His work has been quoted or mentioned in The New York Times, The Wall Street Journal, Los Angeles Times, The Washington Post, NBC News, Time, The New Yorker, HuffPost USA Today, Business Insider, Yahoo, AOL, MarketWatch, The Atlantic, Bloomberg, New York Post, Chicago Tribune, Forbes, The Guardian and many other major publications. McIntyre has been a guest on CNBC, the BBC and television and radio stations across the country.

A magna cum laude graduate of Harvard College, McIntyre also was president of The Harvard Advocate. Founded in 1866, the Advocate is the oldest college publication in the United States.
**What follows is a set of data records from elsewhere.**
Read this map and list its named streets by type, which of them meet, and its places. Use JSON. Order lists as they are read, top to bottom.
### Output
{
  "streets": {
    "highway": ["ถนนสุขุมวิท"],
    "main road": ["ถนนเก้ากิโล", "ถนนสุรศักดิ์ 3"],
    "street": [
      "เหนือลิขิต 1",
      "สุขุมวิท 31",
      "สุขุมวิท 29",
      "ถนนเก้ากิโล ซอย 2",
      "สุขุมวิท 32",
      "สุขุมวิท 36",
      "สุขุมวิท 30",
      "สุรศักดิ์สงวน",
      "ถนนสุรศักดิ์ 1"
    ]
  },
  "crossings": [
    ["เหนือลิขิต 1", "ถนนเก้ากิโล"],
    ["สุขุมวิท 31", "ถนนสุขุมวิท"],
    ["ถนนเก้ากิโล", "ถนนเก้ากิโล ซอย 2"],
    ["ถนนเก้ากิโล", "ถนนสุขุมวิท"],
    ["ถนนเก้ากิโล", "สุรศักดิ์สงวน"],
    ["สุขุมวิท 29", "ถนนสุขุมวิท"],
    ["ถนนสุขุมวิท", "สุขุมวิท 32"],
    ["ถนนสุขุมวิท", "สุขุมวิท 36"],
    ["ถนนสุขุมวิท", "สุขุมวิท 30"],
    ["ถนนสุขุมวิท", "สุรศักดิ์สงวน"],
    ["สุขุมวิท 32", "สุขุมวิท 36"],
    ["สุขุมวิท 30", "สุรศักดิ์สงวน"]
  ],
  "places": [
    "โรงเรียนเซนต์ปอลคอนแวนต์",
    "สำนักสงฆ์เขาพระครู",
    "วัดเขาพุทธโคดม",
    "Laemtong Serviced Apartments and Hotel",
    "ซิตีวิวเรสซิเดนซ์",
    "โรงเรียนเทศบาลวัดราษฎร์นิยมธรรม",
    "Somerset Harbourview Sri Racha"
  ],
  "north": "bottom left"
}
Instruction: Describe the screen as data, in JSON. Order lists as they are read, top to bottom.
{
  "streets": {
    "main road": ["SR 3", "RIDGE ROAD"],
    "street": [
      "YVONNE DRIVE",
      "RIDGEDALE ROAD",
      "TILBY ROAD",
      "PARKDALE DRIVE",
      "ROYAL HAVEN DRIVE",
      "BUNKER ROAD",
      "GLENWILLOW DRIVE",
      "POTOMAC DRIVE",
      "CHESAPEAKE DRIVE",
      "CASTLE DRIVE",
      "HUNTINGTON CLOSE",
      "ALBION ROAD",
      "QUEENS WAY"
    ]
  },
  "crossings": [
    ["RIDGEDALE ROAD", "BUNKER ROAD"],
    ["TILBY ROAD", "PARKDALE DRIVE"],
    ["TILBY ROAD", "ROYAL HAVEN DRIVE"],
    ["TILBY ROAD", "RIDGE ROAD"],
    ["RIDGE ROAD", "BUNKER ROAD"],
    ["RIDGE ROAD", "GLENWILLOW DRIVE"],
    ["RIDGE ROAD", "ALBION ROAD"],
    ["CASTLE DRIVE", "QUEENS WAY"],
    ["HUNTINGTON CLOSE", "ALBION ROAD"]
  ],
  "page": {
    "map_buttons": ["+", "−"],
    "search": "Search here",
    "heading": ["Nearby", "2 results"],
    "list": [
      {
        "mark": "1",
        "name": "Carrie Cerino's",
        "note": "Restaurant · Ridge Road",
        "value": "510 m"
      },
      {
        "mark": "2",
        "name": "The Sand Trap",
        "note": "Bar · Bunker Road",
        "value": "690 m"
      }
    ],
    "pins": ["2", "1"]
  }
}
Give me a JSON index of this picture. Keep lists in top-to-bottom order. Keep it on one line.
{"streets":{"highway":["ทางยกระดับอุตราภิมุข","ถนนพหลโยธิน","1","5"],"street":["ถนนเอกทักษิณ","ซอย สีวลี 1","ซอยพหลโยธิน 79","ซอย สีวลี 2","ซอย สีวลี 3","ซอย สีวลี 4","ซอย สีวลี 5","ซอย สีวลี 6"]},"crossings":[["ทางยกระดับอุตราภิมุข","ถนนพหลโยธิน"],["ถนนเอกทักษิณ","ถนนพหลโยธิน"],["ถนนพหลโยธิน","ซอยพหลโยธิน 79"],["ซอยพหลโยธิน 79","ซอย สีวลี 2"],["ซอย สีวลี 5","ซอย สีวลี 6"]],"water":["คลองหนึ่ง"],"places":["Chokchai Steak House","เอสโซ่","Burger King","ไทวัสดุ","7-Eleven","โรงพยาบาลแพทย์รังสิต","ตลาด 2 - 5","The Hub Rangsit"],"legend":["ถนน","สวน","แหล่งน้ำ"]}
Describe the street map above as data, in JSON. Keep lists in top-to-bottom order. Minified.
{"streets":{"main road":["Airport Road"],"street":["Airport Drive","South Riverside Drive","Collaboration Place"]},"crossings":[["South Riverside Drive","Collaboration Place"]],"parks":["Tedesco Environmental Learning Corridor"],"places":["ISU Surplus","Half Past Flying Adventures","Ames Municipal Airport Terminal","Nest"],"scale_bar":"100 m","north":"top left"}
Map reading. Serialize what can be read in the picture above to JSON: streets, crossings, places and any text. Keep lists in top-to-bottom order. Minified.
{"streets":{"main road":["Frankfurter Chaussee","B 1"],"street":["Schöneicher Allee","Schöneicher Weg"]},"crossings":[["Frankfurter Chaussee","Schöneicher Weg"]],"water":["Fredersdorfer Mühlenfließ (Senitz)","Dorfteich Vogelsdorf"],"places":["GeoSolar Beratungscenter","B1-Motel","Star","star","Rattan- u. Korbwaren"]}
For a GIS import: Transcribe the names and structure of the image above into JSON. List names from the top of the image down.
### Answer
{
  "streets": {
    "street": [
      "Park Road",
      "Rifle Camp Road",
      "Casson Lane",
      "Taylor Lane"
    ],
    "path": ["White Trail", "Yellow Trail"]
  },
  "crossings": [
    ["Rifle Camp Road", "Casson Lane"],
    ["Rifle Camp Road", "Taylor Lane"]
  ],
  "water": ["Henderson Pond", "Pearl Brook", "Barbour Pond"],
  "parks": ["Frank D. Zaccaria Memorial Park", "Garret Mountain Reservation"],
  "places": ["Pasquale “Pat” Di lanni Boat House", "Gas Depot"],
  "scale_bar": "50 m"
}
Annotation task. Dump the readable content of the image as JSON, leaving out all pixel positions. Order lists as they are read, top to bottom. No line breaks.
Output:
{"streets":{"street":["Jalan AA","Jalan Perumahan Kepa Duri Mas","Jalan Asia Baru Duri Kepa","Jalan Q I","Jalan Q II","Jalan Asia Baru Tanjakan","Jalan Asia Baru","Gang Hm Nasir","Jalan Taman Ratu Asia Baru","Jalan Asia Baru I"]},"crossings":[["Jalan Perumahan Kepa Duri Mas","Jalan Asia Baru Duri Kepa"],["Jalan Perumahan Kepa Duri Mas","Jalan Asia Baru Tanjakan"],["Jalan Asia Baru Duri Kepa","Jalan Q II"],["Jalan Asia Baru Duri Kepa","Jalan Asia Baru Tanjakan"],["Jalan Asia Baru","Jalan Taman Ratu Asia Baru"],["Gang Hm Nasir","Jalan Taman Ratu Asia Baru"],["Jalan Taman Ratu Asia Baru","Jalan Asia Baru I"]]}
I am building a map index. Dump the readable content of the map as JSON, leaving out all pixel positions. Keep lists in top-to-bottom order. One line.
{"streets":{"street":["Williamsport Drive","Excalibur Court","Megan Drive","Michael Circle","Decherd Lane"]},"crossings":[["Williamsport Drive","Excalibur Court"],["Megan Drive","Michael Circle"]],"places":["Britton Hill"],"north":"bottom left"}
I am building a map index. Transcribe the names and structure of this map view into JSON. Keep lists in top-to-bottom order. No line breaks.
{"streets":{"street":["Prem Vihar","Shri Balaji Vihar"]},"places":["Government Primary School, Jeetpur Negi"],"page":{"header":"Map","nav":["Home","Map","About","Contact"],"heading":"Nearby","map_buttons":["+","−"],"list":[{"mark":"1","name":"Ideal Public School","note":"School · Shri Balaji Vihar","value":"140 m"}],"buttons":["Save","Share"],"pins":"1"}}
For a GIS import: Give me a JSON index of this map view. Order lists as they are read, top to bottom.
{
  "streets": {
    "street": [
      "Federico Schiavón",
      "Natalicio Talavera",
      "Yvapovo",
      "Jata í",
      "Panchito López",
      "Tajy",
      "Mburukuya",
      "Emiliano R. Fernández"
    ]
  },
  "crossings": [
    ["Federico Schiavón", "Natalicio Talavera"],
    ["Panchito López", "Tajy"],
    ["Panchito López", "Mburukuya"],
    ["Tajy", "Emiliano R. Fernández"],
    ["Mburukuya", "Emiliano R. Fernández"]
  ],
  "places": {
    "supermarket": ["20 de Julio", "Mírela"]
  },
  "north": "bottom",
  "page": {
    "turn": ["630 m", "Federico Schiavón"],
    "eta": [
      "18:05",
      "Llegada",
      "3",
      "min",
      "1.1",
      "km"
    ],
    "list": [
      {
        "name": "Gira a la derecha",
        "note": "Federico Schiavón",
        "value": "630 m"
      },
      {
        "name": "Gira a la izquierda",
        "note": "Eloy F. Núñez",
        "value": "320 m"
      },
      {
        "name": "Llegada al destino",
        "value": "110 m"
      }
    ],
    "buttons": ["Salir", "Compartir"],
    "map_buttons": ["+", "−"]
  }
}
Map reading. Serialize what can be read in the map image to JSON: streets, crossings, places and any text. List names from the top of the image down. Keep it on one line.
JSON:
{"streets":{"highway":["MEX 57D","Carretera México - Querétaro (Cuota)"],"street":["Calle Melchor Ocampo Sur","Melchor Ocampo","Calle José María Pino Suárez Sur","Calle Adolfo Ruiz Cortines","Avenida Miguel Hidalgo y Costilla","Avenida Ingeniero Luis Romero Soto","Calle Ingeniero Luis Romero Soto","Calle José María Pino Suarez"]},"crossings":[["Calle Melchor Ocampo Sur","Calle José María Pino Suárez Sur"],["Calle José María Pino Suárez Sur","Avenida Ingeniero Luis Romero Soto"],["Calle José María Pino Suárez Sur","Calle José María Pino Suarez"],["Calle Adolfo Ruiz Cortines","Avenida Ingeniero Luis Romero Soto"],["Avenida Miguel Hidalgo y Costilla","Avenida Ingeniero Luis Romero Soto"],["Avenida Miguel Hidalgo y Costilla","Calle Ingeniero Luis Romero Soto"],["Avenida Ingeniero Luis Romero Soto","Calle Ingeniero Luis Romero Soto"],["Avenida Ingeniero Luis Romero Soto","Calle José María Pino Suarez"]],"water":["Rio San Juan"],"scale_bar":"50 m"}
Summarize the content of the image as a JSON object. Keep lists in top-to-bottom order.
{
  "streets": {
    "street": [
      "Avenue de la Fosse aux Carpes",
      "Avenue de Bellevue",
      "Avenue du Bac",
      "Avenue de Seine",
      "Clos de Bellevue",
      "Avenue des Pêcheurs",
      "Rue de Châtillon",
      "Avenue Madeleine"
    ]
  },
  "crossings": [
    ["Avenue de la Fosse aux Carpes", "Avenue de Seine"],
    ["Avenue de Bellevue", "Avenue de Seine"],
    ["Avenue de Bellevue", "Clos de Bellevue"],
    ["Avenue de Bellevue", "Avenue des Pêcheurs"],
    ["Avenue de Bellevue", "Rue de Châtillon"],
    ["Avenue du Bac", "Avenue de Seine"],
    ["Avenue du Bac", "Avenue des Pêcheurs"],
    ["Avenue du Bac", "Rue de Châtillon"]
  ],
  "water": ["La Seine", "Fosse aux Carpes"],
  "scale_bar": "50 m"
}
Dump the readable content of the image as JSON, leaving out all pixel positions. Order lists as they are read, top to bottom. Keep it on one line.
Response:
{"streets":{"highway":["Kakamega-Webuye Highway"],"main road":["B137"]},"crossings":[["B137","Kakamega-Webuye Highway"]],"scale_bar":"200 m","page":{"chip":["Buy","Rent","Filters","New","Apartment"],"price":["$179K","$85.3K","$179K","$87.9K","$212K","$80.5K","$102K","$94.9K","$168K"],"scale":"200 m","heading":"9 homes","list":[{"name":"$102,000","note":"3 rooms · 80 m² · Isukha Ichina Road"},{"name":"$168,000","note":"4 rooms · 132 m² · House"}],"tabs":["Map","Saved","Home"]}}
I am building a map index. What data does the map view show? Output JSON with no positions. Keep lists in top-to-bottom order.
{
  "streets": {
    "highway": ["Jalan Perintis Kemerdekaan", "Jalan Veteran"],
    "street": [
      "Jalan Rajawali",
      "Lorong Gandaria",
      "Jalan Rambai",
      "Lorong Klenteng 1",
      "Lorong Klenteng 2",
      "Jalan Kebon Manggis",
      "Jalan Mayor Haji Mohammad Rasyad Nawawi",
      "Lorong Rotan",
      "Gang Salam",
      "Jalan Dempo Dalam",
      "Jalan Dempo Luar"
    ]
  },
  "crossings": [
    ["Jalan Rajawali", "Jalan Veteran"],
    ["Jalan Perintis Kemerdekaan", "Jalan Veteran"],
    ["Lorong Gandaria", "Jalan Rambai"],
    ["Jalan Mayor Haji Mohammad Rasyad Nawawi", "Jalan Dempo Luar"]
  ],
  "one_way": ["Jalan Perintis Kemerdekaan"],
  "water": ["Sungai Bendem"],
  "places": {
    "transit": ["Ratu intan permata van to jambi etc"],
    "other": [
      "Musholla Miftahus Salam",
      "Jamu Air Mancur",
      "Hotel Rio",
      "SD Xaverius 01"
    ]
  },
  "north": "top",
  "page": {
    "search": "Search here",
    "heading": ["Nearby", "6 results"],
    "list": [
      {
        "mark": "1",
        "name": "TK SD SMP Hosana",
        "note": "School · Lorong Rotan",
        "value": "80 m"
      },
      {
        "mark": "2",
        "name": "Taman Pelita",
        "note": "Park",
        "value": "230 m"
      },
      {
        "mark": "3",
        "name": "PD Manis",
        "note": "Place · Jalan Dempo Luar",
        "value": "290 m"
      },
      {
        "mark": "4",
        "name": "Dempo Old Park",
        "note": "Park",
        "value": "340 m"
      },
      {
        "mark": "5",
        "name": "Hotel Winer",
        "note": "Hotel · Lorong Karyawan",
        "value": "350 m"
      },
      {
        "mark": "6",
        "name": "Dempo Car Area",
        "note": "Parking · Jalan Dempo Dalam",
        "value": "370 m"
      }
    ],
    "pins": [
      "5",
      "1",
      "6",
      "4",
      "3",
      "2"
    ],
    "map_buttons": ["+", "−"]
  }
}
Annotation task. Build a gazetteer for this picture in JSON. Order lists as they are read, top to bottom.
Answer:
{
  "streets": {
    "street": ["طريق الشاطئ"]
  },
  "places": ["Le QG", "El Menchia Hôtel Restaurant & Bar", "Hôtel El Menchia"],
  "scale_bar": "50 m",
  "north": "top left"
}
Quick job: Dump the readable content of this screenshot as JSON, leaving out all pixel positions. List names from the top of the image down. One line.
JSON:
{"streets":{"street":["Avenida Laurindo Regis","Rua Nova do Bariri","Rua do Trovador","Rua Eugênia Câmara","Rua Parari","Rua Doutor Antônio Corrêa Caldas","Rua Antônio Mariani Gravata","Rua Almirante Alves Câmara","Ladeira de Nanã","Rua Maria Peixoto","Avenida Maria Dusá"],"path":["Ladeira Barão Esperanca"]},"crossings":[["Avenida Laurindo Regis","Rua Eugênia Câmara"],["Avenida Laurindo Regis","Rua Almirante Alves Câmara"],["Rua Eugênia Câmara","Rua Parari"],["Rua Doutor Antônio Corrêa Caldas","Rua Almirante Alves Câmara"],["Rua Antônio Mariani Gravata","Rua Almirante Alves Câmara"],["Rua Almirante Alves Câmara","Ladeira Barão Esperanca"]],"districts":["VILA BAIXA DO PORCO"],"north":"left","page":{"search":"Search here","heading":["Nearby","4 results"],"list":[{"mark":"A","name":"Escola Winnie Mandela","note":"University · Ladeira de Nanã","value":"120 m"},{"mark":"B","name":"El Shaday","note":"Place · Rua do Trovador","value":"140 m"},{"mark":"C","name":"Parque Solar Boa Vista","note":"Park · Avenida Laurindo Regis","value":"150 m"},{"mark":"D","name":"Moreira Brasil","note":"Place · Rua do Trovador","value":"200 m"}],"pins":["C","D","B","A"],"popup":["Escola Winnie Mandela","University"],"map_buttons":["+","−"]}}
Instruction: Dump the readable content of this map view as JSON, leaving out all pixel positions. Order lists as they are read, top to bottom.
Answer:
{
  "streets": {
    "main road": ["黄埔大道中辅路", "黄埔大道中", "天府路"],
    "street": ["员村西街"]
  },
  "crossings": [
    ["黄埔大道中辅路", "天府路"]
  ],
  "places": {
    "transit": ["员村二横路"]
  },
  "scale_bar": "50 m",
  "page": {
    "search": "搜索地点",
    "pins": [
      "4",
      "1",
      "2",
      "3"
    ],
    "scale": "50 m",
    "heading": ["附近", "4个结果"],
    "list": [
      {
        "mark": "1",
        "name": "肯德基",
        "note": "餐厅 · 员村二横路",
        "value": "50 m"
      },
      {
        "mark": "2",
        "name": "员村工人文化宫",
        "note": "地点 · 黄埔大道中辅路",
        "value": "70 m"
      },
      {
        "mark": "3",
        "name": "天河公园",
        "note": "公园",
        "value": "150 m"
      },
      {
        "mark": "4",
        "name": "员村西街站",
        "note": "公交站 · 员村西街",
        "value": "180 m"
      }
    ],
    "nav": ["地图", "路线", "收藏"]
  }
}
TheStreet.com, Comps.com and Edgar Online are some of the public companies for which McIntyre served on the board of directors. He was a Vicinity Corporation board member when the company was sold to Microsoft in 2002. He served on the audit committees of some of these companies.

McIntyre has been the CEO of FutureSource, a provider of trading terminals and news to commodities and futures traders. He was president of Switchboard, the online phone directory company. He served as chairman and CEO of On2 Technologies, the video compression company that provided video compression software for Adobe’s Flash. Google bought On2 in 2009.